» **Exercise description**:
Every line of the listing below should be written out exactly.

» **Entries shown**:
++++++++++

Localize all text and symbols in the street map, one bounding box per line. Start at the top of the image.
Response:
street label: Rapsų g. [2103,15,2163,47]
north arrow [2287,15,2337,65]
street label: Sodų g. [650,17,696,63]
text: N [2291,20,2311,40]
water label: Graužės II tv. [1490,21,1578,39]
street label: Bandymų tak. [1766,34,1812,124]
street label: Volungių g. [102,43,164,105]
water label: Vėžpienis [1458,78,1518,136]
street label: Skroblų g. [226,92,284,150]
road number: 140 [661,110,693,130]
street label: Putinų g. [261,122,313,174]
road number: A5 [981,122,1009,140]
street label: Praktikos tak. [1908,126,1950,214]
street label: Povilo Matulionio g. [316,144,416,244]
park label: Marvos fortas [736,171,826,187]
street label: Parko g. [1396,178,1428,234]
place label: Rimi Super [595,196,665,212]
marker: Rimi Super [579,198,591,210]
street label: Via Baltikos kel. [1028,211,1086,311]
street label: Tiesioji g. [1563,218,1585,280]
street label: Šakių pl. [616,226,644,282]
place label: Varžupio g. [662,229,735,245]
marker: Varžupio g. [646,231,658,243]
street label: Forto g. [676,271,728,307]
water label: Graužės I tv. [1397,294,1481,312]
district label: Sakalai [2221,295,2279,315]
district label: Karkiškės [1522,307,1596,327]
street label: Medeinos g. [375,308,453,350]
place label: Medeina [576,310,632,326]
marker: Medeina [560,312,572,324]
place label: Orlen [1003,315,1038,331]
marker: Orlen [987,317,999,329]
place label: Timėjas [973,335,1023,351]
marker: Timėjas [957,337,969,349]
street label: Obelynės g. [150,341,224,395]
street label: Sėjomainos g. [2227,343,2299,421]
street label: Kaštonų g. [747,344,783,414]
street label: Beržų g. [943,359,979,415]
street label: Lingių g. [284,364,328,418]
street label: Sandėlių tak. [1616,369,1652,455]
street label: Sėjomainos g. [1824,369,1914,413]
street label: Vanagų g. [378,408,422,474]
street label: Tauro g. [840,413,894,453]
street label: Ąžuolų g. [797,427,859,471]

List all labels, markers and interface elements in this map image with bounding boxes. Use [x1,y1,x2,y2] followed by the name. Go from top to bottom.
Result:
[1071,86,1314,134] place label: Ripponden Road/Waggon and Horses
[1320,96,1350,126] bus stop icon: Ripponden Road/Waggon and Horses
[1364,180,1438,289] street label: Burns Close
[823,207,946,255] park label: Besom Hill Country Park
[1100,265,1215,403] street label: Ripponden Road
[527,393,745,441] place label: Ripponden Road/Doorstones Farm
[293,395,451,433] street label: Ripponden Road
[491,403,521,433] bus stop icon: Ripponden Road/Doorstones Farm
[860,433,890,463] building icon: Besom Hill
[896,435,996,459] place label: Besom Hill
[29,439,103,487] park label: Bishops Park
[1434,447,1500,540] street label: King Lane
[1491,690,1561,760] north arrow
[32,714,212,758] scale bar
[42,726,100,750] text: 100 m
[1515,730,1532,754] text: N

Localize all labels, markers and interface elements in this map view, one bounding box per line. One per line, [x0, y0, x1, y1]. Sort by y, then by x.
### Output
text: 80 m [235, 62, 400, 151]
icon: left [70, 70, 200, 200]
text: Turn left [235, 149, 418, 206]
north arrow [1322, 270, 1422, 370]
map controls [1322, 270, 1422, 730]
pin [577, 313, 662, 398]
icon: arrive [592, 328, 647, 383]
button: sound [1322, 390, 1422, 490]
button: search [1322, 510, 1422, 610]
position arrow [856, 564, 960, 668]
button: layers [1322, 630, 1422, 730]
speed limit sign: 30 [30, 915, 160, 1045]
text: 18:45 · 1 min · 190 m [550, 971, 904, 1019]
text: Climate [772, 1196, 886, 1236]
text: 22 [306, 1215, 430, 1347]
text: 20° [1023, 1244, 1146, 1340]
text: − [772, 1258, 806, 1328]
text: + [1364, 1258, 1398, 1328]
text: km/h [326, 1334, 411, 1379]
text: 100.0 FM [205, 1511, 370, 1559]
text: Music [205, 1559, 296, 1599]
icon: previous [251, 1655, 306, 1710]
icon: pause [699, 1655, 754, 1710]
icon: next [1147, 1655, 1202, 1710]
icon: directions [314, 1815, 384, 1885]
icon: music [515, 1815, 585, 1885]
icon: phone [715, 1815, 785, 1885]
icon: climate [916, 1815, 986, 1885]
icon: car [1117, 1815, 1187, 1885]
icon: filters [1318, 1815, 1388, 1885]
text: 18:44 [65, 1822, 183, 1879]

++++++++++

» **Response area**:
Localize all text and symbols in the street map, one bounding box per line. Start at the top of the image.
Response:
street label: Rapsų g. [2103,15,2163,47]
north arrow [2287,15,2337,65]
street label: Sodų g. [650,17,696,63]
text: N [2291,20,2311,40]
water label: Graužės II tv. [1490,21,1578,39]
street label: Bandymų tak. [1766,34,1812,124]
street label: Volungių g. [102,43,164,105]
water label: Vėžpienis [1458,78,1518,136]
street label: Skroblų g. [226,92,284,150]
road number: 140 [661,110,693,130]
street label: Putinų g. [261,122,313,174]
road number: A5 [981,122,1009,140]
street label: Praktikos tak. [1908,126,1950,214]
street label: Povilo Matulionio g. [316,144,416,244]
park label: Marvos fortas [736,171,826,187]
street label: Parko g. [1396,178,1428,234]
place label: Rimi Super [595,196,665,212]
marker: Rimi Super [579,198,591,210]
street label: Via Baltikos kel. [1028,211,1086,311]
street label: Tiesioji g. [1563,218,1585,280]
street label: Šakių pl. [616,226,644,282]
place label: Varžupio g. [662,229,735,245]
marker: Varžupio g. [646,231,658,243]
street label: Forto g. [676,271,728,307]
water label: Graužės I tv. [1397,294,1481,312]
district label: Sakalai [2221,295,2279,315]
district label: Karkiškės [1522,307,1596,327]
street label: Medeinos g. [375,308,453,350]
place label: Medeina [576,310,632,326]
marker: Medeina [560,312,572,324]
place label: Orlen [1003,315,1038,331]
marker: Orlen [987,317,999,329]
place label: Timėjas [973,335,1023,351]
marker: Timėjas [957,337,969,349]
street label: Obelynės g. [150,341,224,395]
street label: Sėjomainos g. [2227,343,2299,421]
street label: Kaštonų g. [747,344,783,414]
street label: Beržų g. [943,359,979,415]
street label: Lingių g. [284,364,328,418]
street label: Sandėlių tak. [1616,369,1652,455]
street label: Sėjomainos g. [1824,369,1914,413]
street label: Vanagų g. [378,408,422,474]
street label: Tauro g. [840,413,894,453]
street label: Ąžuolų g. [797,427,859,471]

List all labels, markers and interface elements in this map image with bounding boxes. Use [x1,y1,x2,y2] followed by the name. Go from top to bottom.
Result:
[1071,86,1314,134] place label: Ripponden Road/Waggon and Horses
[1320,96,1350,126] bus stop icon: Ripponden Road/Waggon and Horses
[1364,180,1438,289] street label: Burns Close
[823,207,946,255] park label: Besom Hill Country Park
[1100,265,1215,403] street label: Ripponden Road
[527,393,745,441] place label: Ripponden Road/Doorstones Farm
[293,395,451,433] street label: Ripponden Road
[491,403,521,433] bus stop icon: Ripponden Road/Doorstones Farm
[860,433,890,463] building icon: Besom Hill
[896,435,996,459] place label: Besom Hill
[29,439,103,487] park label: Bishops Park
[1434,447,1500,540] street label: King Lane
[1491,690,1561,760] north arrow
[32,714,212,758] scale bar
[42,726,100,750] text: 100 m
[1515,730,1532,754] text: N

Localize all labels, markers and interface elements in this map view, one bounding box per line. One per line, [x0, y0, x1, y1]. Sort by y, then by x.
### Output
text: 80 m [235, 62, 400, 151]
icon: left [70, 70, 200, 200]
text: Turn left [235, 149, 418, 206]
north arrow [1322, 270, 1422, 370]
map controls [1322, 270, 1422, 730]
pin [577, 313, 662, 398]
icon: arrive [592, 328, 647, 383]
button: sound [1322, 390, 1422, 490]
button: search [1322, 510, 1422, 610]
position arrow [856, 564, 960, 668]
button: layers [1322, 630, 1422, 730]
speed limit sign: 30 [30, 915, 160, 1045]
text: 18:45 · 1 min · 190 m [550, 971, 904, 1019]
text: Climate [772, 1196, 886, 1236]
text: 22 [306, 1215, 430, 1347]
text: 20° [1023, 1244, 1146, 1340]
text: − [772, 1258, 806, 1328]
text: + [1364, 1258, 1398, 1328]
text: km/h [326, 1334, 411, 1379]
text: 100.0 FM [205, 1511, 370, 1559]
text: Music [205, 1559, 296, 1599]
icon: previous [251, 1655, 306, 1710]
icon: pause [699, 1655, 754, 1710]
icon: next [1147, 1655, 1202, 1710]
icon: directions [314, 1815, 384, 1885]
icon: music [515, 1815, 585, 1885]
icon: phone [715, 1815, 785, 1885]
icon: climate [916, 1815, 986, 1885]
icon: car [1117, 1815, 1187, 1885]
icon: filters [1318, 1815, 1388, 1885]
text: 18:44 [65, 1822, 183, 1879]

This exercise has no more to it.